Description of the task
If a line in the records contains the string "paint", show that line.

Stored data

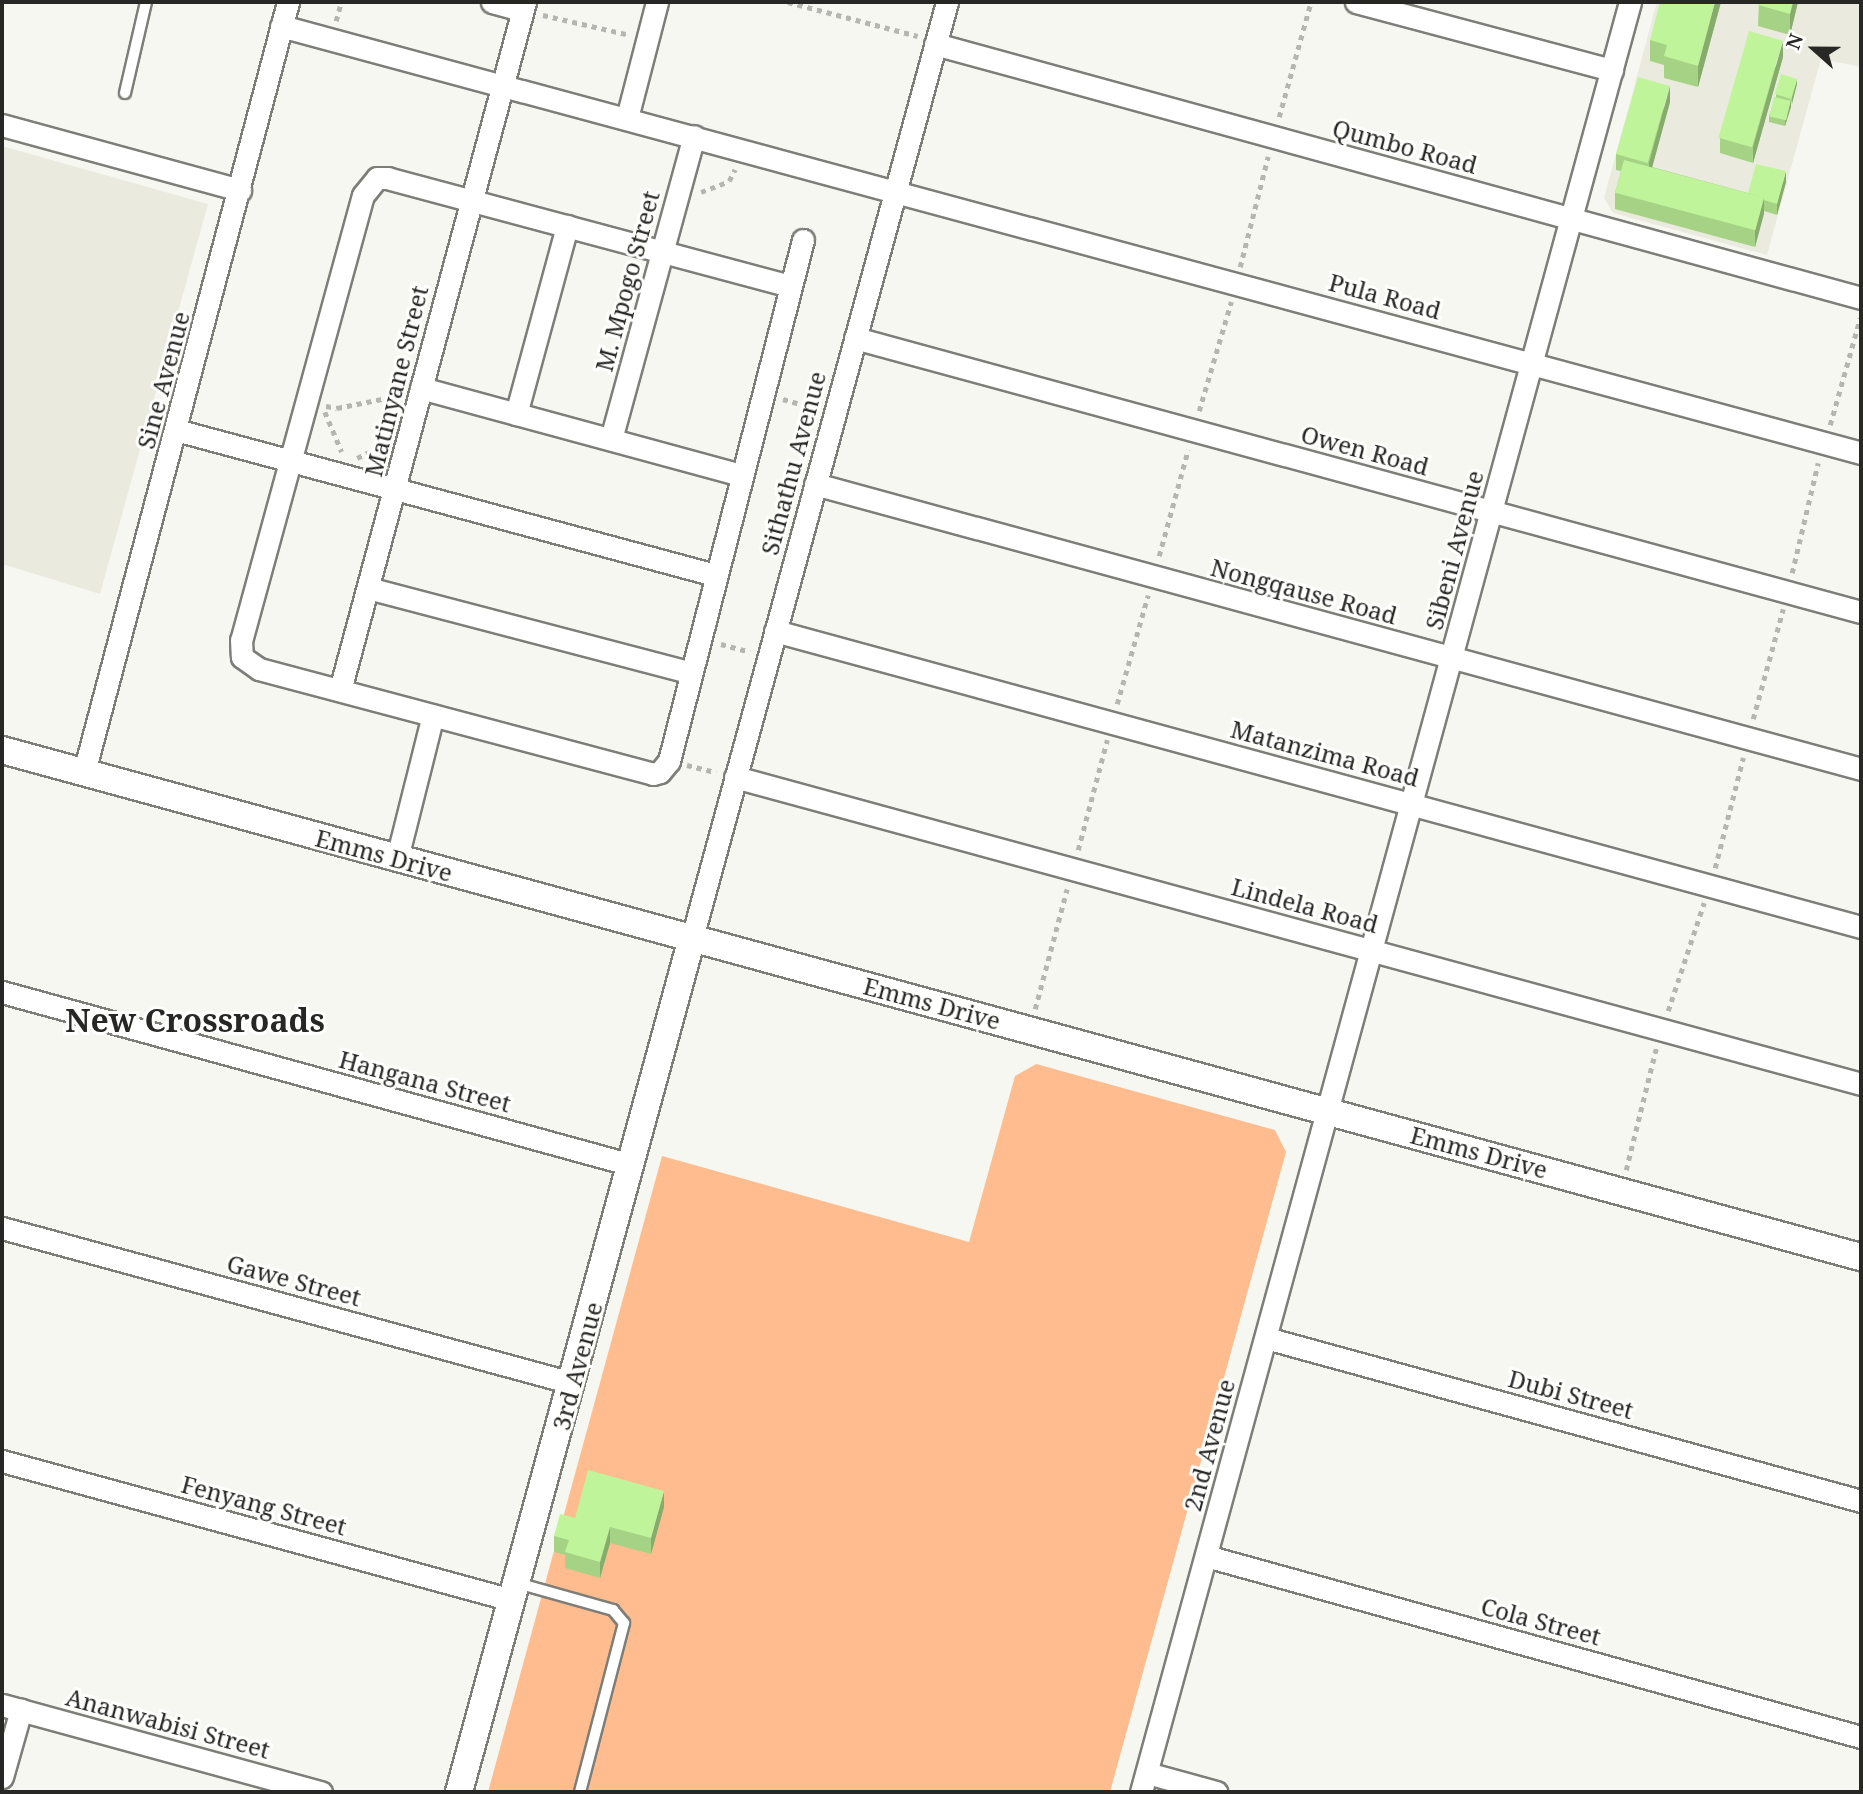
<!DOCTYPE html>
<style>
body{margin:0}
#map{position:relative;width:1863px;height:1794px;overflow:hidden;background:#f7f7f2;font-family:"Noto Serif",serif}
div>[style]{position:absolute}
[style*='--x']{left:calc(var(--x)*1px);top:calc(var(--y)*1px);width:calc(var(--w)*1px);rotate:calc(var(--a)*1deg)}
.built>*{inset:0;background:#eaebde}
.green>*{inset:0;background:#ffbc8e}
.path>*{height:4.5px;margin-top:-2.25px;transform-origin:0;background:repeating-linear-gradient(90deg,#b5b5b2 0 5px,transparent 0 10px)}
.roads{filter:drop-shadow(2px 0 #7e7e79) drop-shadow(-2px 0 #7e7e79) drop-shadow(0 2px #7e7e79) drop-shadow(0 -2px #7e7e79)}
.service>*{height:10px;margin:-5px;padding:0 5px;transform-origin:5px;border-radius:5px;background:#fff}
.minor>*{height:21px;margin:-10.5px;padding:0 10.5px;transform-origin:10.5px;border-radius:10.5px;background:#fff}
.tertiary>*{height:26px;margin:-13px;padding:0 13px;transform-origin:13px;border-radius:13px;background:#fff}
.wall>*{inset:0;background:#a5d285}
.shaded-wall>*{inset:0;background:#86ab6c}
.building>*{inset:0;background:#c0f49b;transform-origin:0 0}
span{translate:-50% -50%;white-space:nowrap;text-align:center;line-height:1.15;-webkit-text-stroke:6px #fffffe;paint-order:stroke}
.street-label{font-size:24px;color:#272726}
.district-label{font-size:32px;color:#272726;font-weight:700}
.frame{position:absolute;inset:0;border:4px solid #272726;pointer-events:none}
.north{position:absolute;left:1779px;top:14px;width:70px;height:70px;-webkit-text-stroke:5px #fffffe;paint-order:stroke;rotate:291deg;font-size:19px;font-weight:700;line-height:28px;text-align:center;color:#272726}
.north::after{content:'';display:block;margin:auto;width:24px;height:32px;background:#272726;clip-path:polygon(50% 0,100% 100%,50% 72%,0 100%)}
</style>
<div id="map">
<div class="built">
<div style="clip-path:polygon(1657px 2px,1861px 2px,1861px 67px,1821px 59px,1767px 255px,1613px 213px,1604px 198px)"></div>
<div style="clip-path:polygon(2px 146px,208px 204px,100px 594px,2px 564px)"></div>
</div>
<div class="green">
<div style="clip-path:polygon(1036px 1064px,1275px 1130px,1286px 1152px,1110px 1792px,488px 1792px,662px 1156px,969px 1242px,1015px 1076px)"></div>
</div>
<div class="path">
<div style="--x:788;--y:2;--w:134;--a:14.7"></div>
<div style="--x:543;--y:15;--w:89;--a:12.9"></div>
<div style="--x:336;--y:21;--w:20;--a:-75"></div>
<div style="--x:1279;--y:117;--w:119;--a:-74.5"></div>
<div style="--x:701;--y:192;--w:30;--a:-21"></div>
<div style="--x:729;--y:181;--w:13;--a:-63"></div>
<div style="--x:1240;--y:267;--w:114;--a:-75.8"></div>
<div style="--x:783;--y:399;--w:33;--a:16"></div>
<div style="--x:326;--y:406;--w:11;--a:10"></div>
<div style="--x:337;--y:408;--w:61;--a:-11.3"></div>
<div style="--x:1199;--y:411;--w:114;--a:-73.6"></div>
<div style="--x:325;--y:412;--w:43;--a:67"></div>
<div style="--x:1830;--y:425;--w:111;--a:-74.3"></div>
<div style="--x:357;--y:458;--w:30;--a:-26"></div>
<div style="--x:1159;--y:556;--w:110;--a:-74.7"></div>
<div style="--x:1792;--y:573;--w:113;--a:-76.7"></div>
<div style="--x:721;--y:644;--w:30;--a:15"></div>
<div style="--x:1117;--y:704;--w:113;--a:-74.1"></div>
<div style="--x:1753;--y:719;--w:114;--a:-74.7"></div>
<div style="--x:687;--y:765;--w:30;--a:14"></div>
<div style="--x:1078;--y:850;--w:114;--a:-75.2"></div>
<div style="--x:1715;--y:868;--w:114;--a:-75.7"></div>
<div style="--x:1035;--y:1009;--w:124;--a:-75.1"></div>
<div style="--x:1668;--y:1011;--w:114;--a:-71.6"></div>
<div style="--x:1626;--y:1170;--w:125;--a:-76.1"></div>
</div>
<div class="roads">
<div class="service">
<div style="--x:125;--y:93;--w:93;--a:-77"></div>
<div style="--x:517;--y:1583;--w:100;--a:15.7"></div>
<div style="--x:613;--y:1610;--w:17;--a:50"></div>
<div style="--x:624;--y:1623;--w:175;--a:104.6"></div>
</div>
<div class="minor">
<div style="--x:492;--y:2;--w:31;--a:15"></div>
<div style="--x:1356;--y:2;--w:265;--a:14.9"></div>
<div style="--x:281;--y:26;--w:1637;--a:15.12"></div>
<div style="--x:935;--y:44;--w:960;--a:15.34"></div>
<div style="--x:627;--y:118;--w:120;--a:-75.5"></div>
<div style="--x:2;--y:125;--w:247;--a:15.3"></div>
<div style="--x:790;--y:286;--w:416;--a:-165"></div>
<div style="--x:388;--y:178;--w:11;--a:180"></div>
<div style="--x:377;--y:178;--w:22;--a:129"></div>
<div style="--x:363;--y:195;--w:461;--a:105.3"></div>
<div style="--x:241;--y:640;--w:17;--a:87"></div>
<div style="--x:242;--y:657;--w:21;--a:35"></div>
<div style="--x:259;--y:669;--w:408;--a:14.9"></div>
<div style="--x:653;--y:774;--w:7;--a:-16"></div>
<div style="--x:660;--y:772;--w:14;--a:-51"></div>
<div style="--x:669;--y:761;--w:538;--a:-75.58"></div>
<div style="--x:855;--y:338;--w:1043;--a:15.24"></div>
<div style="--x:421;--y:388;--w:332;--a:15.2"></div>
<div style="--x:516;--y:414;--w:195;--a:-74.8"></div>
<div style="--x:176;--y:430;--w:558;--a:15.06"></div>
<div style="--x:611;--y:439;--w:314;--a:-74.7"></div>
<div style="--x:815;--y:484;--w:1084;--a:15.24"></div>
<div style="--x:368;--y:588;--w:334;--a:14.7"></div>
<div style="--x:775;--y:631;--w:1126;--a:15.25"></div>
<div style="--x:340;--y:690;--w:712;--a:-74.95"></div>
<div style="--x:84;--y:772;--w:797;--a:-75.16"></div>
<div style="--x:735;--y:777;--w:1167;--a:15.25"></div>
<div style="--x:397;--y:858;--w:147;--a:-75.9"></div>
<div style="--x:692;--y:938;--w:970;--a:-74.76"></div>
<div style="--x:2;--y:992;--w:653;--a:15.36"></div>
<div style="--x:2;--y:1228;--w:591;--a:15.21"></div>
<div style="--x:1266;--y:1338;--w:617;--a:15.32"></div>
<div style="--x:2;--y:1461;--w:529;--a:15.25"></div>
<div style="--x:1206;--y:1556;--w:680;--a:15.45"></div>
<div style="--x:2;--y:1705;--w:331;--a:15.3"></div>
<div style="--x:1147;--y:1773;--w:72;--a:15.4"></div>
<div style="--x:2;--y:1777;--w:70;--a:-74.2"></div>
<div style="--x:1141;--y:1792;--w:1856;--a:-74.72"></div>
</div>
<div class="tertiary">
<div style="--x:2;--y:750;--w:1927;--a:15.26"></div>
<div style="--x:459;--y:1792;--w:885;--a:-74.74"></div>
</div>
</div>
<div class="wall">
<div style="clip-path:polygon(1721px 2px,1698px 87px,1664px 78px,1664px 65px,1650px 61px,1650px 40px)"></div>
<div style="clip-path:polygon(1759px 2px,1798px 2px,1790px 35px,1758px 26px)"></div>
<div style="clip-path:polygon(1783px 57px,1753px 163px,1720px 153px,1720px 138px)"></div>
<div style="clip-path:polygon(1797px 84px,1785px 126px,1769px 122px,1769px 116px,1776px 97px,1776px 94px)"></div>
<div style="clip-path:polygon(1670px 102px,1652px 167px,1748px 193px,1786px 182px,1777px 215px,1764px 211px,1755px 247px,1615px 209px,1615px 193px,1621px 171px,1616px 170px,1616px 154px)"></div>
<div style="clip-path:polygon(664px 1507px,651px 1554px,610px 1543px,600px 1578px,565px 1568px,565px 1555px,554px 1552px,554px 1536px,575px 1518px)"></div>
</div>
<div class="shaded-wall">
<div style="clip-path:polygon(1715px 2px,1721px 2px,1698px 87px,1698px 66px)"></div>
<div style="clip-path:polygon(1793px 2px,1798px 2px,1790px 35px,1790px 14px)"></div>
<div style="clip-path:polygon(1783px 41px,1783px 57px,1753px 163px,1753px 147px)"></div>
<div style="clip-path:polygon(1797px 79px,1797px 84px,1792px 104px,1792px 98px)"></div>
<div style="clip-path:polygon(1670px 86px,1670px 102px,1649px 179px,1649px 163px)"></div>
<div style="clip-path:polygon(1791px 101px,1791px 107px,1785px 126px,1785px 121px)"></div>
<div style="clip-path:polygon(1786px 171px,1786px 182px,1777px 215px,1777px 204px)"></div>
<div style="clip-path:polygon(1764px 198px,1764px 214px,1755px 247px,1755px 231px)"></div>
<div style="clip-path:polygon(664px 1491px,664px 1507px,651px 1554px,651px 1538px)"></div>
<div style="clip-path:polygon(610px 1527px,610px 1543px,600px 1578px,600px 1562px)"></div>
</div>
<div class="building">
<div style="clip-path:polygon(1660px 2px,1715px 2px,1698px 66px,1664px 56px,1667px 45px,1650px 40px)"></div>
<div style="clip-path:polygon(1759px 2px,1793px 2px,1790px 14px,1758px 5px)"></div>
<div style="left:1749px;top:31px;width:35px;height:111px;rotate:16deg"></div>
<div style="left:1781px;top:74px;width:17px;height:21px;rotate:17deg"></div>
<div style="left:1638px;top:77px;width:33px;height:80px;rotate:16deg"></div>
<div style="left:1774px;top:97px;width:17px;height:20px;rotate:13deg"></div>
<div style="left:1624px;top:160px;width:145px;height:34px;rotate:15deg"></div>
<div style="clip-path:polygon(1756px 164px,1786px 171px,1777px 204px,1764px 200px,1764px 198px,1748px 193px)"></div>
<div style="clip-path:polygon(588px 1470px,664px 1491px,651px 1538px,610px 1527px,600px 1562px,565px 1552px,569px 1540px,554px 1536px,560px 1514px,575px 1518px)"></div>
</div>
<div class="street-label">
<span style="left:1405px;top:146px;rotate:15deg">Qumbo Road</span>
<span style="left:627px;top:281px;rotate:-75deg">M. Mpogo Street</span>
<span style="left:1385px;top:296px;rotate:15deg">Pula Road</span>
<span style="left:163px;top:380px;rotate:-75deg">Sine Avenue</span>
<span style="left:396px;top:381px;rotate:-76deg">Matinyane Street</span>
<span style="left:1365px;top:450px;rotate:15deg">Owen Road</span>
<span style="left:793px;top:463px;rotate:-75deg">Sithathu Avenue</span>
<span style="left:1454px;top:550px;rotate:-75deg">Sibeni Avenue</span>
<span style="left:1304px;top:591px;rotate:15deg">Nongqause Road</span>
<span style="left:1325px;top:753px;rotate:15deg">Matanzima Road</span>
<span style="left:384px;top:855px;rotate:15deg">Emms Drive</span>
<span style="left:1305px;top:905px;rotate:15deg">Lindela Road</span>
<span style="left:932px;top:1003px;rotate:15deg">Emms Drive</span>
<span style="left:425px;top:1081px;rotate:15deg">Hangana Street</span>
<span style="left:1479px;top:1152px;rotate:15deg">Emms Drive</span>
<span style="left:294px;top:1280px;rotate:15deg">Gawe Street</span>
<span style="left:577px;top:1366px;rotate:-75deg">3rd Avenue</span>
<span style="left:1571px;top:1394px;rotate:15deg">Dubi Street</span>
<span style="left:1209px;top:1445px;rotate:-75deg">2nd Avenue</span>
<span style="left:264px;top:1505px;rotate:15deg">Fenyang Street</span>
<span style="left:1541px;top:1621px;rotate:15deg">Cola Street</span>
<span style="left:168px;top:1723px;rotate:15deg">Ananwabisi Street</span>
</div>
<div class="district-label">
<span style="left:195px;top:1020px">New Crossroads</span>
</div>
<div class="frame"></div>
<div class="north">N</div>
</div>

Output of the exercise
span{translate:-50% -50%;white-space:nowrap;text-align:center;line-height:1.15;-webkit-text-stroke:6px #fffffe;paint-order:stroke}
.north{position:absolute;left:1779px;top:14px;width:70px;height:70px;-webkit-text-stroke:5px #fffffe;paint-order:stroke;rotate:291deg;font-size:19px;font-weight:700;line-height:28px;text-align:center;color:#272726}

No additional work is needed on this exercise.